* _Task instructions_: Copy each line below in which the word "weight" occurs.
--*--
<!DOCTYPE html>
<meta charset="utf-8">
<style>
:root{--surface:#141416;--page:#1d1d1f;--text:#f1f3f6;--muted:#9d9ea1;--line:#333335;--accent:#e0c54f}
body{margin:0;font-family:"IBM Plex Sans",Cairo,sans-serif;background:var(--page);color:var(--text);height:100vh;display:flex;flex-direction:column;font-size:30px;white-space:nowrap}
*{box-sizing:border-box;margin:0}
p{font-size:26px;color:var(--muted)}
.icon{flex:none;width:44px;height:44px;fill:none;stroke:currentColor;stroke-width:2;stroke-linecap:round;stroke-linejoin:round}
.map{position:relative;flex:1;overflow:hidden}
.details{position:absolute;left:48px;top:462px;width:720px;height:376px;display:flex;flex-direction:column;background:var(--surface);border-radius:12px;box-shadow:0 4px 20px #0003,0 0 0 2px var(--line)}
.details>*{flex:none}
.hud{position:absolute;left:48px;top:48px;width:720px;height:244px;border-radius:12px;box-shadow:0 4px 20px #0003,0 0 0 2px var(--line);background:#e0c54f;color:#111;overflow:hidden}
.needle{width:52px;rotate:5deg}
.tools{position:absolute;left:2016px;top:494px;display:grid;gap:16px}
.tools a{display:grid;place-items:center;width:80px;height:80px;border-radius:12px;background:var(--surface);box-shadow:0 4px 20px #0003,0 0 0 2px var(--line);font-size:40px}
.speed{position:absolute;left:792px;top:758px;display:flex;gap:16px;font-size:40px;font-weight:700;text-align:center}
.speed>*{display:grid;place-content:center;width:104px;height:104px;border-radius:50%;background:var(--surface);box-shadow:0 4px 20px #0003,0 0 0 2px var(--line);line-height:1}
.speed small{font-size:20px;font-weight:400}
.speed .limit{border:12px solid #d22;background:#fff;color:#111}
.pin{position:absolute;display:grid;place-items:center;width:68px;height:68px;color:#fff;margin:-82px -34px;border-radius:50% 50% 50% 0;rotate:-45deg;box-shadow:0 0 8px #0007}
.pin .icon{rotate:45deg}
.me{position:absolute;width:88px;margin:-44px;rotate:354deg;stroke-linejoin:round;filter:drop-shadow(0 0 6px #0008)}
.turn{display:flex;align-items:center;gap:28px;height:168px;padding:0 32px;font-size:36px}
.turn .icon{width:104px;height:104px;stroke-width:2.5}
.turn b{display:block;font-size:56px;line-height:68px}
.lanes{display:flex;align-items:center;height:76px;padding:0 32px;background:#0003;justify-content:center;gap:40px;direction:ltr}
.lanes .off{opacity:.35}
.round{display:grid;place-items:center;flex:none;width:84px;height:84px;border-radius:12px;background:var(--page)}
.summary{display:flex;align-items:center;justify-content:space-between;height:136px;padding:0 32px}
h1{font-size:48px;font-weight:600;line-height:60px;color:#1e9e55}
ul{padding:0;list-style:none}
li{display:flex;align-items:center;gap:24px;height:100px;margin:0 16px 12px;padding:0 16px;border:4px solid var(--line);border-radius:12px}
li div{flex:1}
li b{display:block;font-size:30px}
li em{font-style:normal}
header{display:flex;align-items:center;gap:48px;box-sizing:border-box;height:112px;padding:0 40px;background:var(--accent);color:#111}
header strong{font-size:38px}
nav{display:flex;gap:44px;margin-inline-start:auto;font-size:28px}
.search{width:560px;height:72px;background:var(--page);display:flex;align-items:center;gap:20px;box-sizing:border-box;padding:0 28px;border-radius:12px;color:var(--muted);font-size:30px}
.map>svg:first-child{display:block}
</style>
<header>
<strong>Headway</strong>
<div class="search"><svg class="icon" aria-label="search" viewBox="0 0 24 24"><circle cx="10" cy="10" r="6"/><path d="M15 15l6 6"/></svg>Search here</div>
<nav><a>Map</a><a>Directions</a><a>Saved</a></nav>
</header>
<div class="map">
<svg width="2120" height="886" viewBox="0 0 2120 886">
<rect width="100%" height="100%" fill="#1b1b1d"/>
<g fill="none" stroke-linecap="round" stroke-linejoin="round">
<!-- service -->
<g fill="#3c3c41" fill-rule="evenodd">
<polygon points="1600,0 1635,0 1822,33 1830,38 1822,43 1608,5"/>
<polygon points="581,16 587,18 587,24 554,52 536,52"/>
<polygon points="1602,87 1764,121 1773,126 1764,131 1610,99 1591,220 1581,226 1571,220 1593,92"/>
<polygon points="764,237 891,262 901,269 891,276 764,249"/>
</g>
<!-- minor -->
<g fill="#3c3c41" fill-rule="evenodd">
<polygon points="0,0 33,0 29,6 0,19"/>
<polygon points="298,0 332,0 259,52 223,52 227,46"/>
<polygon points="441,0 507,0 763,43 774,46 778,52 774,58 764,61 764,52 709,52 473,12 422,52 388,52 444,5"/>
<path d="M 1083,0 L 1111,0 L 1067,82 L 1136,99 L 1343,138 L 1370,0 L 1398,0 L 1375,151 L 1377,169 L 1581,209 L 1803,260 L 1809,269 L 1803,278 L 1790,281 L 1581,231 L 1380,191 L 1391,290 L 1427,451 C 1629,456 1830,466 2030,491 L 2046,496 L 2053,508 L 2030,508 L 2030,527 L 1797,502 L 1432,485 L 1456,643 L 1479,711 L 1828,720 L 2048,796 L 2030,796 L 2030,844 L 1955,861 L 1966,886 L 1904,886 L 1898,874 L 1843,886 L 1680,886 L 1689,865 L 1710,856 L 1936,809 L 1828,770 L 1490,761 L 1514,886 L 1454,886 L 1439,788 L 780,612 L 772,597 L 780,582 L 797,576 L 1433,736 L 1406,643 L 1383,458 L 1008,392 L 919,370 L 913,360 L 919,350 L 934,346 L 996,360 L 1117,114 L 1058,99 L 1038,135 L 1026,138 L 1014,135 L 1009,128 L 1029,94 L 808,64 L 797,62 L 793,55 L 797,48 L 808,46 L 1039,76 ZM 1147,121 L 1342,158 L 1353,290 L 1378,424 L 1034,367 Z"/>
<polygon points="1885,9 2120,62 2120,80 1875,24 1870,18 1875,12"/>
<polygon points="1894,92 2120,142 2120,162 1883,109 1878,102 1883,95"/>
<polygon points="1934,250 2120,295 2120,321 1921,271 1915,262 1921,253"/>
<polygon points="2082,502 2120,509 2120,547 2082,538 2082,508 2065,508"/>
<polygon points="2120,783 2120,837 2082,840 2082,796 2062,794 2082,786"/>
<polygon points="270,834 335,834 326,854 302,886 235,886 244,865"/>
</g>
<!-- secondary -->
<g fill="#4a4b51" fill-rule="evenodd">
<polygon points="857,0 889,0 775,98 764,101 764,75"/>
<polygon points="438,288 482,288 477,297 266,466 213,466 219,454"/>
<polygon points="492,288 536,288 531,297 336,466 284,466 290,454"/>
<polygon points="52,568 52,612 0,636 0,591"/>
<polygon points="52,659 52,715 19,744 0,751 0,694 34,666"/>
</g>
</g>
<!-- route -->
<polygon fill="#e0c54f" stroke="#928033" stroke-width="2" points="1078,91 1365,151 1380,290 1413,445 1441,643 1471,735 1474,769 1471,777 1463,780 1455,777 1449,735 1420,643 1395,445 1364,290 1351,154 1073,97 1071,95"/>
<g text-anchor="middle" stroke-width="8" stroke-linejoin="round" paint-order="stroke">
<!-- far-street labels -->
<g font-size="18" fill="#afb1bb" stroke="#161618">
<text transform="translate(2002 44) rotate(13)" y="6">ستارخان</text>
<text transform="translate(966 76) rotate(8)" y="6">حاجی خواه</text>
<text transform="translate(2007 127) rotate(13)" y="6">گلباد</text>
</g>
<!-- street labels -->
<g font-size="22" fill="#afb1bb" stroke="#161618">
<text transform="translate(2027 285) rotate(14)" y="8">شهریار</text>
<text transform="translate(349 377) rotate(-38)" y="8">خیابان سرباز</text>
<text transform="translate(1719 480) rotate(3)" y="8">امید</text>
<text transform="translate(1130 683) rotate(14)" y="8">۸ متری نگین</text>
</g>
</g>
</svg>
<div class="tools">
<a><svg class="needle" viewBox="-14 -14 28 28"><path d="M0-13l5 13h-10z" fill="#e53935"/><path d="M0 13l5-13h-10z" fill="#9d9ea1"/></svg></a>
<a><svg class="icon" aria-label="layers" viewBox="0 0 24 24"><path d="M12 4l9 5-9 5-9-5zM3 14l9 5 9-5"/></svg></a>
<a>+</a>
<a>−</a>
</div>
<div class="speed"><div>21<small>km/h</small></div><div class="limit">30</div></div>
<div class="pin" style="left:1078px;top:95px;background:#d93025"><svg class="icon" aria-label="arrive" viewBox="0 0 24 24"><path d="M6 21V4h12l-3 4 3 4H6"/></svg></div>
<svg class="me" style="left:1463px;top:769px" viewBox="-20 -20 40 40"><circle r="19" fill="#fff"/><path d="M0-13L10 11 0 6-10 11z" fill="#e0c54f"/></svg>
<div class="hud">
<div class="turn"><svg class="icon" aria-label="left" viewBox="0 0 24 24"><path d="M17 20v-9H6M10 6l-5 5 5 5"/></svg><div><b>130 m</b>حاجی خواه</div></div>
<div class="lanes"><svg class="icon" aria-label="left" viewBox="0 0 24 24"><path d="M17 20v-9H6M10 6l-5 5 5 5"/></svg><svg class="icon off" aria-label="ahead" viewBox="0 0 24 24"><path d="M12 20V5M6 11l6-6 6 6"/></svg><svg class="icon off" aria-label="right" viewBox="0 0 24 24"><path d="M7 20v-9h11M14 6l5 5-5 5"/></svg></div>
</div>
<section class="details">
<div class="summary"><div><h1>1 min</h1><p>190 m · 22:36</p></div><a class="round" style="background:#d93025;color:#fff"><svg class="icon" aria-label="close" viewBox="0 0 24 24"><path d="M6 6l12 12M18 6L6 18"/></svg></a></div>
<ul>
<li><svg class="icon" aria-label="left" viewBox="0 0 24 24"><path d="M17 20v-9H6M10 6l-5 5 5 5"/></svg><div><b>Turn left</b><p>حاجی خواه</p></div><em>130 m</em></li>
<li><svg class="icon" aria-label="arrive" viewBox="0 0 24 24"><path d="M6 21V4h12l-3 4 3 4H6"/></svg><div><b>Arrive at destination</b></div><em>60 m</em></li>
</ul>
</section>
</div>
--*--
* _Answer for the task_:
.speed{position:absolute;left:792px;top:758px;display:flex;gap:16px;font-size:40px;font-weight:700;text-align:center}
.speed small{font-size:20px;font-weight:400}
h1{font-size:48px;font-weight:600;line-height:60px;color:#1e9e55}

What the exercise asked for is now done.